# Tugboat Jenny



## Ian_B (Apr 12, 2008)

Hello All,

First post....

I've been researching the family and one of my grandma's brothers was killed in a sinking, so the story goes, the name of the vessel banded about is "Tugboat Jenny" at first we thought this was before WW1, but this didn't fit in with other dates we have. Yesterday I was given a new date of 1927. This fits a lot better. I believe I have a photo of him HERE scoll down to "Old Postcard - 016 - F" he's the chap in the middle, his name was Harold Godman, there's another at the bottom of the page as well. We can't find his birth or death or anything else about him or the boat. So onto the question......

Does (did) this boat exist?
Does anybody know where I should go next to find anything out (cheaply I'm Afraid).
Has anybody got any other usefull info.

Begging over, regards Ian.


----------



## Steve Woodward (Sep 4, 2006)

Ian,
Welcome to SN, I cannot help you with your search but someone here probably can, the best of luck to you
Steve


----------



## benjidog (Oct 27, 2005)

Hi Ian and welcome to the site from Lancashire.

The name Jenny is very common and will be difficult to map to a specific ship from raw data and you don't have much to go on to start with.

Maybe one of our members will be able to help though as there a quite a few tug enthusiasts here.

You could try this website out http://www.miramarshipindex.org.nz and type Jenny in the name field as I just did and found 50 ships of various kinds. No guarantee that your one is amongst them but you may as well give it a try.

Let us know how you get on with your enquiry. It would help to know more about the time and place.

Regards,

Brian


----------



## Ian_B (Apr 12, 2008)

That's the problem, I have very little to go on. Three branches of the family have slightly different stories. Those that were alive at the time and still alive now were very young then, so can't give us any more than we know now. I'm (we) are hoping as more people in the family come forward we can get a better understanding of the mystery. In the meantime we keep looking. We do believe it was close to the UK, It is said that it was reported in the papers of the day, alas, we can't find those papers. 

From that site listed below there were two Jenny's that had no disposal data "5609866" & "3004410", so who knows!

Thanks Ian


----------



## Ian_B (Apr 12, 2008)

*FOUND it*

Hello all,

We've found the boat here. Should have thought sooner to try a different spelling "Genny". We were starting to think we had the wrong surnames as we had come across a few other relatives that were using the grandparents name, just to make our lives that little bit harder in the research dept. So there we have him, one Harold Banks went down on Sunday 12 Jan 1930. 
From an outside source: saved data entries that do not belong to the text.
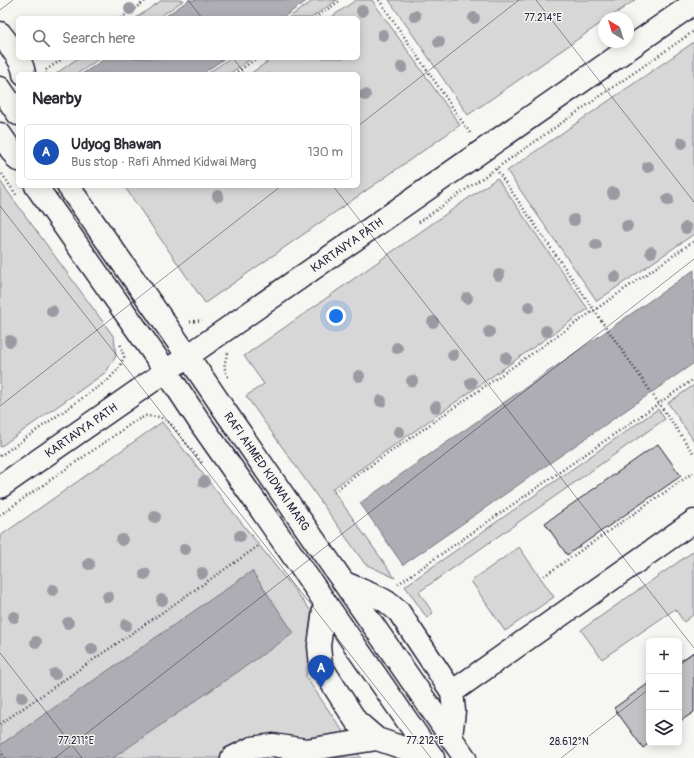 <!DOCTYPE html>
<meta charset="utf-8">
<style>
body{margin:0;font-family:Pangolin,sans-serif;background:#f7f7f7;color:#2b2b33}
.controls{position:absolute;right:12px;bottom:12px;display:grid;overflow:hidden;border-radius:6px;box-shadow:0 2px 10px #0003}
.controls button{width:36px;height:36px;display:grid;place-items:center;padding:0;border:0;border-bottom:1px solid #e1e1e2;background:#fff;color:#2b2b33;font:20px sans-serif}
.compass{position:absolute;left:598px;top:12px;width:36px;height:36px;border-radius:50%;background:#fff;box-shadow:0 2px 10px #0003;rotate:322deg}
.you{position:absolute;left:336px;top:316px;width:14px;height:14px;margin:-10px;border:3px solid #fff;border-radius:50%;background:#1a73e8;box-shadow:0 0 0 6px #1a73e833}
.badge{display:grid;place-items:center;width:26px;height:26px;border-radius:50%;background:#22223b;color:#fff;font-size:13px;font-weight:700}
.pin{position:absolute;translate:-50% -33px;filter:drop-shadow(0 1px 2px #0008)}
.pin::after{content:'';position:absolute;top:21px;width:14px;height:12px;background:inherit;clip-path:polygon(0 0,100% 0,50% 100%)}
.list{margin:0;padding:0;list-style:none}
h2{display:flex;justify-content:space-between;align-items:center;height:52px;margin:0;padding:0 16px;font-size:17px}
h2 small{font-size:13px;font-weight:400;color:#7c7c81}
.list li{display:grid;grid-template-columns:26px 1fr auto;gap:12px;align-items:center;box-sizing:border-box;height:56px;margin:0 8px 8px;padding:0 8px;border:1px solid #e1e1e2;border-radius:6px}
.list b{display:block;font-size:15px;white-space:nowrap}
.list p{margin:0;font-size:13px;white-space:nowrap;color:#7c7c81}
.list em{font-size:13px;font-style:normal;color:#7c7c81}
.icon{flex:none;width:22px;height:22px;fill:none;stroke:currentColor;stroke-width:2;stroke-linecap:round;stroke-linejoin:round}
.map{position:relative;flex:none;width:694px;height:758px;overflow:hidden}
.search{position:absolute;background:#fff;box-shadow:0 2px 10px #0003;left:16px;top:16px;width:344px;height:44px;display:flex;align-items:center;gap:10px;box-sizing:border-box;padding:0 14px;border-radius:6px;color:#7c7c81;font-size:15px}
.panel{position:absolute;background:#fff;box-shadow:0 2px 10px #0003;left:16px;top:72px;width:344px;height:116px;border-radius:6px}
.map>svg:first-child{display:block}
</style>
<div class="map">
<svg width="694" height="758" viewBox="0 0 694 758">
<rect width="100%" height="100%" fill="#f6f6f2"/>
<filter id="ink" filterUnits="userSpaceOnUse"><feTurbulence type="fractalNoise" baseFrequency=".025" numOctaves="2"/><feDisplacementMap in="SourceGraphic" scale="8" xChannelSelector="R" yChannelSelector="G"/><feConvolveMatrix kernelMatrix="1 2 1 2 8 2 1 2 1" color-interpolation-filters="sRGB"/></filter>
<g filter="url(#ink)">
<!-- green -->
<path fill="#d7d7d7" stroke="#7c7c89" d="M162 0H184L158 18H136Z
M314 0H337L311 18H288Z
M356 0H372L460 125 205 303 124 186H358V74H250L273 58H358V18H330Z
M389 0H635L609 18H604V21L468 115Z
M694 42V234L597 301 507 171Z
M78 58H100L77 74H58L57 73Z
M230 58H252L229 74H207Z
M497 178 588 309 332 489 395 578 365 564 246 396 264 384 244 356Z
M0 181 114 337 116 356 106 372 0 447Z
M694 385V441L668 403Z
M658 409 665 419 419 592 433 613 427 618 405 586Z
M162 422 315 616 306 677 361 758H0V536Z
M519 547 554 597 505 631 471 581Z
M694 551V614L684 622 675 609 602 659 581 630Z"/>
<!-- water -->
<path fill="#adadb3" stroke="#757583" d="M189 0H308L282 18H163Z
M106 58H225L202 74H82Z
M694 270V363L403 565 360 503Z
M252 571 294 633 113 758H0V745Z"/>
<!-- building -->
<path fill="#c2c2c4" stroke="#22223b" d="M658 444 681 476 567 555 545 523Z
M694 652V712L679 722V662Z
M649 683V743L643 748 614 708Z"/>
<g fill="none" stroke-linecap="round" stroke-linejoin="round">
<defs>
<path id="minor" d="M0 33C8 44 23 60 24 74
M345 583 380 598 387 602 399 612 452 692 454 711 451 737
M325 602 319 646 321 666 356 721 377 739 433 758
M452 692 694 521
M232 758 252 748 273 745 306 750 377 739"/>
<g id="major">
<path d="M0 88 18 114"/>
<path d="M0 134 18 160"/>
<path d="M36 186 166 371 201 424 255 501 433 758"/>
<path id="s1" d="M68 186C120 260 173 333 223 408L465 758"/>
<path id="s2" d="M0 487 694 3"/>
</g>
</defs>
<!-- minor casing -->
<use href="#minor" stroke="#22223b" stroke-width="25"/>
<!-- major casing -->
<use href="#major" stroke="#22223b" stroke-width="25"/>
<!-- path -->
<path stroke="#22223b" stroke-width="2.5" stroke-dasharray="1 3" stroke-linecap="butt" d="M379 0 470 133
M121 18 147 0
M315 18 341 0
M46 74V70L64 58
M234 74 257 58
M496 169 694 454
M2 174 17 196
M419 222 694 31
M190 322 202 320
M228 353C224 363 223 367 228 377
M0 456 108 380 119 368 124 357 120 343
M334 491 694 241
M0 515 135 421 146 416 160 417 170 423 202 463
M544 576 694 472
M398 584 694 379
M0 724 260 545
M0 751 5 758"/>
<!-- minor -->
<use href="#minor" stroke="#f6f6f2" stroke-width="22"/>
<!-- major -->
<use href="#major" stroke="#f6f6f2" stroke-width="22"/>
</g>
<!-- trees -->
<g fill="#9a9aa3">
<circle cx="130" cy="9" r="6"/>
<circle cx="362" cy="11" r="6"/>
<circle cx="415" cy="16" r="6"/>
<circle cx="474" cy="18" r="6"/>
<circle cx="383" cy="35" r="6"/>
<circle cx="439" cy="42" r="6"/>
<circle cx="402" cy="67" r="6"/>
<circle cx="365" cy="95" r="6"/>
<circle cx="682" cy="143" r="6"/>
<circle cx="648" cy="167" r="6"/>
<circle cx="613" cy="193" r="6"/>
<circle cx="218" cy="196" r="6"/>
<circle cx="668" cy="200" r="6"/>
<circle cx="574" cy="220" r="6"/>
<circle cx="627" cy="226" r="6"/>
<circle cx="686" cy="228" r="6"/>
<circle cx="596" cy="245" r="6"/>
<circle cx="651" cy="252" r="6"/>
<circle cx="499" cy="275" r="6"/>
<circle cx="615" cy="277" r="6"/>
<circle cx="467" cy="298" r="6"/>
<circle cx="529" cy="307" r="6"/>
<circle cx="52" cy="311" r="6"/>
<circle cx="433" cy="322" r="6"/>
<circle cx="546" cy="331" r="6"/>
<circle cx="489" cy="332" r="6"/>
<circle cx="10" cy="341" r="6"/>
<circle cx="397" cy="348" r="6"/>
<circle cx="453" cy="355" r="6"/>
<circle cx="506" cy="358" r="6"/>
<circle cx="359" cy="376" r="6"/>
<circle cx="412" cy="381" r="6"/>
<circle cx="471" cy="383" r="6"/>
<circle cx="381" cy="401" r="6"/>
<circle cx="436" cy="407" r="6"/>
<circle cx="399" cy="432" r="6"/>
<circle cx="204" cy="482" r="6"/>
<circle cx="155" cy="517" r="6"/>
<circle cx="240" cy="536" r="6"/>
<circle cx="122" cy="540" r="6"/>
<circle cx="185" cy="549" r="6"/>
<circle cx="89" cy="564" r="6"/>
<circle cx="202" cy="573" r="6"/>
<circle cx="145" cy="574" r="6"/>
<circle cx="53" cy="590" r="6"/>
<circle cx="108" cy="597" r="6"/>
<circle cx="162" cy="600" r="6"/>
<circle cx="14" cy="617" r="6"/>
<circle cx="68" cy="623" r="6"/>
<circle cx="126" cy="625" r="6"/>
<circle cx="36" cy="642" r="6"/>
<circle cx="92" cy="649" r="6"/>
<circle cx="55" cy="674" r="6"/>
<circle cx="22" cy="697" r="6"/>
</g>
</g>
<!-- ticks -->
<path fill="none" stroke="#22223b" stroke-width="1" stroke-opacity="0.45" d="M188 0 202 18M536 0 694 202M0 10 13 0M233 58 245 74M358 126 519 0M333 186 694 648M0 206 431 758M0 406 281 186M0 653 82 758M679 666 694 654M55 758 694 259M561 758 649 689"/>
<g text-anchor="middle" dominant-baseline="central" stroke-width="3" stroke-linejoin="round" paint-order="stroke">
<!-- street labels -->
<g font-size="12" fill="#22223b" stroke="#f6f6f2">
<text stroke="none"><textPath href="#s2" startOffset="423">KARTAVYA PATH</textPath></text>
<text stroke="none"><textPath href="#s2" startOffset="99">KARTAVYA PATH</textPath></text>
<text stroke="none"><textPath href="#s1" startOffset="348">RAFI AHMED KIDWAI MARG</textPath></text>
</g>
</g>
<g font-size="10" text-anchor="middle" fill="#22223b" stroke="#f6f6f2" stroke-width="3" stroke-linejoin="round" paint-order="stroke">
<text x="543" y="21">77.214°E</text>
<text x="76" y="744">77.211°E</text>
<text x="425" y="744">77.212°E</text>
<text x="569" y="745">28.612°N</text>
</g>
</svg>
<div class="controls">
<button>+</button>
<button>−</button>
<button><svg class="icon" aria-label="layers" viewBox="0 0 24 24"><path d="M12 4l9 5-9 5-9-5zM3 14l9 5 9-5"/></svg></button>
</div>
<svg class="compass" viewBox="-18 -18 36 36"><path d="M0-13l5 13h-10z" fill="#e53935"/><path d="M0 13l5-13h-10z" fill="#7c7c81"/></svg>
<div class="you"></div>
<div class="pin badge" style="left:321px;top:688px;background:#1a4fb4">A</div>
<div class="search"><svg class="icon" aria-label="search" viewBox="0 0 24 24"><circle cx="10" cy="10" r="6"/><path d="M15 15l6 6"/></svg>Search here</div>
<section class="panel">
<h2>Nearby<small></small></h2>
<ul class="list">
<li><span class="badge" style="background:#1a4fb4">A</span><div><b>Udyog Bhawan</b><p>Bus stop · Rafi Ahmed Kidwai Marg</p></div><em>130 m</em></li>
</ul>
</section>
</div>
Now all we have to do is find out how old he was and a picture of the boat or similar vessel.

As they went down off a small french island on the french coast, were would we find a record of his death?

God rest thier souls.
Regards

Ian.


----------



## neillrush (Oct 14, 2006)

Hi, found this on the net by accident, then I saw your post on SN, then had to try and remember where I found it!!
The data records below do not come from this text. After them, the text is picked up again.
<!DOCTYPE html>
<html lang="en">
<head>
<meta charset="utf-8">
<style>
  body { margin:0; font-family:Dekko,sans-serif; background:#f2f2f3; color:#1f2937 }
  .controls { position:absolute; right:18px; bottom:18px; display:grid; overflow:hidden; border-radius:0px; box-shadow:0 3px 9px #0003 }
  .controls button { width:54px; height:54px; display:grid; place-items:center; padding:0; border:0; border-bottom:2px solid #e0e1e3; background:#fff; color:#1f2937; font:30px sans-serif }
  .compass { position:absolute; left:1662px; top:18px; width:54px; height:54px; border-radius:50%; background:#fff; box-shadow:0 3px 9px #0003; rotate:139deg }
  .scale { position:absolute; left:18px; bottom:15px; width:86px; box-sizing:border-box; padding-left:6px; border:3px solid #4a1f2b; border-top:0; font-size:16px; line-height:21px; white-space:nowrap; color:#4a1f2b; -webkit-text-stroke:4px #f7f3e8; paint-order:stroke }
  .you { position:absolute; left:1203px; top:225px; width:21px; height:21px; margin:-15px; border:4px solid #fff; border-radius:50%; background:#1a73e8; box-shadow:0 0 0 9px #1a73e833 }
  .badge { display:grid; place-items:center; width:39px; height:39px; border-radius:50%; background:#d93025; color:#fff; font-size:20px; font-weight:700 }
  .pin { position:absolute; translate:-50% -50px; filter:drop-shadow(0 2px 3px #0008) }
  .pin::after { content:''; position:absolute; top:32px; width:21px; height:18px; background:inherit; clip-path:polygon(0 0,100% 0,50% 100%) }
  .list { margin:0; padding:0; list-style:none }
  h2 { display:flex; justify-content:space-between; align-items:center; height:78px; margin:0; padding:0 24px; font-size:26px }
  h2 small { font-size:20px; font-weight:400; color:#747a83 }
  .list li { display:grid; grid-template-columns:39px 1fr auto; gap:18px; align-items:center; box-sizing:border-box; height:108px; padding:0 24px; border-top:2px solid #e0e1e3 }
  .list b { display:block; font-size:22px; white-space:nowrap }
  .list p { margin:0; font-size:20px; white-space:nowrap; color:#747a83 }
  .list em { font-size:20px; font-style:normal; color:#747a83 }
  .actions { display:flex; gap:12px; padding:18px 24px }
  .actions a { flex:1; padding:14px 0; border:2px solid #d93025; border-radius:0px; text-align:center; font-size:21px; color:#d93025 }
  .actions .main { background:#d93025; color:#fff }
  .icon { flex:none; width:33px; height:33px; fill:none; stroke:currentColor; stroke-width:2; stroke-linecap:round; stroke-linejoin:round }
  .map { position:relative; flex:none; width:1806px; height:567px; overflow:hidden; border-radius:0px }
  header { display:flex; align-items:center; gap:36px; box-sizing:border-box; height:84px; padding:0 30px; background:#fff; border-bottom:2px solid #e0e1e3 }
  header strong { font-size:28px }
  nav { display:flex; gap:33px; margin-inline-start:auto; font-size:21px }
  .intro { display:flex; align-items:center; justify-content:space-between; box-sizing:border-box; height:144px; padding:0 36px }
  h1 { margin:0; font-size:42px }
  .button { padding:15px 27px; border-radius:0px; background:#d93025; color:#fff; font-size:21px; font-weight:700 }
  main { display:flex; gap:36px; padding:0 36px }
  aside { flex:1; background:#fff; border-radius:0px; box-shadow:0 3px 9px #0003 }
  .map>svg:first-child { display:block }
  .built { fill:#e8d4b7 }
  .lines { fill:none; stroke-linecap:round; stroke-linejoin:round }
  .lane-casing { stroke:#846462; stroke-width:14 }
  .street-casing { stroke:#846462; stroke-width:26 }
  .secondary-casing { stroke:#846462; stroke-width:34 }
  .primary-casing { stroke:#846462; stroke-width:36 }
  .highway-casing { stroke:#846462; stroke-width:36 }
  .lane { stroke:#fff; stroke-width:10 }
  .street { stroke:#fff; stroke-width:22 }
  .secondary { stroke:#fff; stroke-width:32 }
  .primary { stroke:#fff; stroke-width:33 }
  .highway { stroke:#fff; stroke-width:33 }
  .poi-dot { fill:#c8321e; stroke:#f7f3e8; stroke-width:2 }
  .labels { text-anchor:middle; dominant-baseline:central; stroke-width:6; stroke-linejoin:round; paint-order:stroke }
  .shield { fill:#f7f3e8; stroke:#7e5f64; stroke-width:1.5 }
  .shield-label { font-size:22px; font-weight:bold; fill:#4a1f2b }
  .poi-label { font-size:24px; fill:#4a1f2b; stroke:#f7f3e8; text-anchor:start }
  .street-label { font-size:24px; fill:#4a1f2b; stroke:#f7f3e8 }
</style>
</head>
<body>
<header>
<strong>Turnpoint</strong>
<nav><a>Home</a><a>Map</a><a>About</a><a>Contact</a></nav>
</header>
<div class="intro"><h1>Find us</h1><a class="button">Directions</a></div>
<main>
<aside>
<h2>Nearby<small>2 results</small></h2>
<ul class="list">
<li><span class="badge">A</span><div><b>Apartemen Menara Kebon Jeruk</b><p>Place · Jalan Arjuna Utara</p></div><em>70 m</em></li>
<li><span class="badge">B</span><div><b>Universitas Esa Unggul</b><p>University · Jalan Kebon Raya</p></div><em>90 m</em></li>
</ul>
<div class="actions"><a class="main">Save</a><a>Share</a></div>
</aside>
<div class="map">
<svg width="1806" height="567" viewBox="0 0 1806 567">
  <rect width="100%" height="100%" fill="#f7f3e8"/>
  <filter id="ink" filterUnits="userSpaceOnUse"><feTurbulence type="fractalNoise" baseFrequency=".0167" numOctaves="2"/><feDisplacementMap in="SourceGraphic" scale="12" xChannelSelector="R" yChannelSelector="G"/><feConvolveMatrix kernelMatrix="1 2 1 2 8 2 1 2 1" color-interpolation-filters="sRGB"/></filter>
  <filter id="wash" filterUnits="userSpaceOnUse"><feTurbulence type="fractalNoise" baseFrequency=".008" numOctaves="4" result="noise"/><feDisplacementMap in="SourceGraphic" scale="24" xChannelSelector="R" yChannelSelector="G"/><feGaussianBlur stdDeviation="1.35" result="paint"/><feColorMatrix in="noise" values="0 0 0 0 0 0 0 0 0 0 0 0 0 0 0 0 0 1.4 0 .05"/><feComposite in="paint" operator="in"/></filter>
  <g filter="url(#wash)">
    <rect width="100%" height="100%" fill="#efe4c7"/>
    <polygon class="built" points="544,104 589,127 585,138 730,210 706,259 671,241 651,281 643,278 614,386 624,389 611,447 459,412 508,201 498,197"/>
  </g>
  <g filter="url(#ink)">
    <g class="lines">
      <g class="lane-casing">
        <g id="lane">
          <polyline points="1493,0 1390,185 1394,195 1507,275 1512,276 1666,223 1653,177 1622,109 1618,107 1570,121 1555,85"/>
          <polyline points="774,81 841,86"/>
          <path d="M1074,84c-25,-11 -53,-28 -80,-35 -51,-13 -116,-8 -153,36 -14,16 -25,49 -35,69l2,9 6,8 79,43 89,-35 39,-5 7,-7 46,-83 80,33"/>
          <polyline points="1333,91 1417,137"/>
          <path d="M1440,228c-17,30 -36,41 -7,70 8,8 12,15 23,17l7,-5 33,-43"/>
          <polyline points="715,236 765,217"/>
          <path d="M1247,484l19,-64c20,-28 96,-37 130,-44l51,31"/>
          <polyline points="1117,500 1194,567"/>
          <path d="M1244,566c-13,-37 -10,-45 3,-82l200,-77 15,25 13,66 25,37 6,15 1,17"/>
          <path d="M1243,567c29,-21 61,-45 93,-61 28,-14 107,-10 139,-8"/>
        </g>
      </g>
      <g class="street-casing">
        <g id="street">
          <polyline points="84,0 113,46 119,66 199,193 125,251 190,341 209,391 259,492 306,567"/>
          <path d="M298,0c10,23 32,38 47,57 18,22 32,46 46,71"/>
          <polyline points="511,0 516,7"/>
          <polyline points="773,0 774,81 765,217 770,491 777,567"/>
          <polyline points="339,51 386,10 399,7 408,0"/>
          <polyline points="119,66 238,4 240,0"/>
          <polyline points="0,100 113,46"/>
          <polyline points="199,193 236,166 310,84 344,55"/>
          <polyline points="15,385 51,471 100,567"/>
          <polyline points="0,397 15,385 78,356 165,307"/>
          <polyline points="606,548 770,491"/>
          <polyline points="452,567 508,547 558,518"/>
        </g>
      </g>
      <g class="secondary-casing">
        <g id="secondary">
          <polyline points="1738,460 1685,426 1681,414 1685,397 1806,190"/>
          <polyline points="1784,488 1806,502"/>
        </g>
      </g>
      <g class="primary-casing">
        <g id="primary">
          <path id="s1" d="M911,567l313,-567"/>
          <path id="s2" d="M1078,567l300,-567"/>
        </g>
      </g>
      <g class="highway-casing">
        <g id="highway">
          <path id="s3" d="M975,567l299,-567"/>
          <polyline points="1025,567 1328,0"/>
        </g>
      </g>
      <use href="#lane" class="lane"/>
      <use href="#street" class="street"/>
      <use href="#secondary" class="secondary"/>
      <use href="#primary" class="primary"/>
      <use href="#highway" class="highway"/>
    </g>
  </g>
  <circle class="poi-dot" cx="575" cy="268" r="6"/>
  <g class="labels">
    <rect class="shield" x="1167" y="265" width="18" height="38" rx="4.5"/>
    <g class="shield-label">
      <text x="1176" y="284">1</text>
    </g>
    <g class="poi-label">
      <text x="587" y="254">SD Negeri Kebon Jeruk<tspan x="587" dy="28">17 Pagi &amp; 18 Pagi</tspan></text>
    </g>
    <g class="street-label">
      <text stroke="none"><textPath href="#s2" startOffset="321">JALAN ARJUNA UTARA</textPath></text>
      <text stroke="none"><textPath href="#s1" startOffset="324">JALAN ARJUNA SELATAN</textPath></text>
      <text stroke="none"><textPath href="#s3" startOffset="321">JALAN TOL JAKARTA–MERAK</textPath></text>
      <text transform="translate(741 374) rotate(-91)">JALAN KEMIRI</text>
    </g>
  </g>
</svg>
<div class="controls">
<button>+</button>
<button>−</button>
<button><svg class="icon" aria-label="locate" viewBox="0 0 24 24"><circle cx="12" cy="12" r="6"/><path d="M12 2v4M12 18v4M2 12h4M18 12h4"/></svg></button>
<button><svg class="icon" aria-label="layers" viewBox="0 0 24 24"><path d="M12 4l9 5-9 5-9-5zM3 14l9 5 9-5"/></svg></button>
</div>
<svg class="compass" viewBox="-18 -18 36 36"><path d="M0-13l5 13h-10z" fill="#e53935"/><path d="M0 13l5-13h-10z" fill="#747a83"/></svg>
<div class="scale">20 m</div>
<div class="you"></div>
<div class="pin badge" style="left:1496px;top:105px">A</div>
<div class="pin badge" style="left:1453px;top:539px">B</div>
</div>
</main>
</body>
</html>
St Genny, Admiralty rescue tug, foundered in English Channel approaches 12/01/30, off Isle of Ushant, France.

Lost

BANKS, Harold, Able Seaman, J 32459

BURREN, Charles H B, Boatswain

CIVIL, Herbert G, Chief Engine Room Artificer 1c, M 804

COOMBES, Alfred E L, Stoker 1c, KX 76581

COTTEN, Richard R, Stoker 1c, K 62115

CROWTHER, James R, Stoker 1c, K 16109

FRAY, Thomas, Engine Room Artificer 2c, N 34649

GREEN, Leonard C, Stoker 1c, K 62435

HEBEL, Frederick J B, Leading Stoker, K 59712

HOWES, George A, Able Seaman, J 105307

KELLINGTON, Sydney R, Able Seaman, J 92220

KEMP, Claud W N, Officer's Steward 2c, L 12749

KNIGHT, Frederick A, Stoker 1c, K 65419

LEAN, Philip S, Commissioned Gunner

MAITLAND, Paul, Able Seaman, J 100943

PAUL, Charles F, Lieutenant

PEPLAR, William H, Engine Room Artificer 1c, M 14878

PINK, Frederick G, Leading Stoker, K 59106

PRIEST, Albert J, Officer's Steward 3c, L 14694

RAVEN, Henry A, Stoker 1c, K 58432

TITMUS, Sidney S, Able Seaman, J 106605

WILLIS, John T, Leading Stoker, K 2295

WILLOUGHBY, Thomas J, Telegraphist, J 48094

SMITH, William C, Able Seaman, J 34717, illness

Dont know if it helps!
Rgds Neill


----------



## sdking (Nov 3, 2008)

Hi,

My great aunts husband sadly died on the St Genny

KNIGHT, Frederick A, Stoker 1c, K 65419

does anyone have a referance of where it went down? and in what depth?

would the admralty have this kind of information

Thansk

Simon King
sdking(removethis)[email protected]


----------



## KYRENIA (Aug 10, 2007)

Simon, all i have is SAINT GENNY foundered off Ushant 12.1.30 whilst towing H.M.S SNAPDRAGON.
Cheers John.


----------



## Derek Roger (Feb 19, 2005)

Welcome from Canada Ian . Seems you already have some connections in your search . This is a great site and the members have the most knowledge of any marine site . Stay with us and enjoy the voyage . 

Regards Derek


----------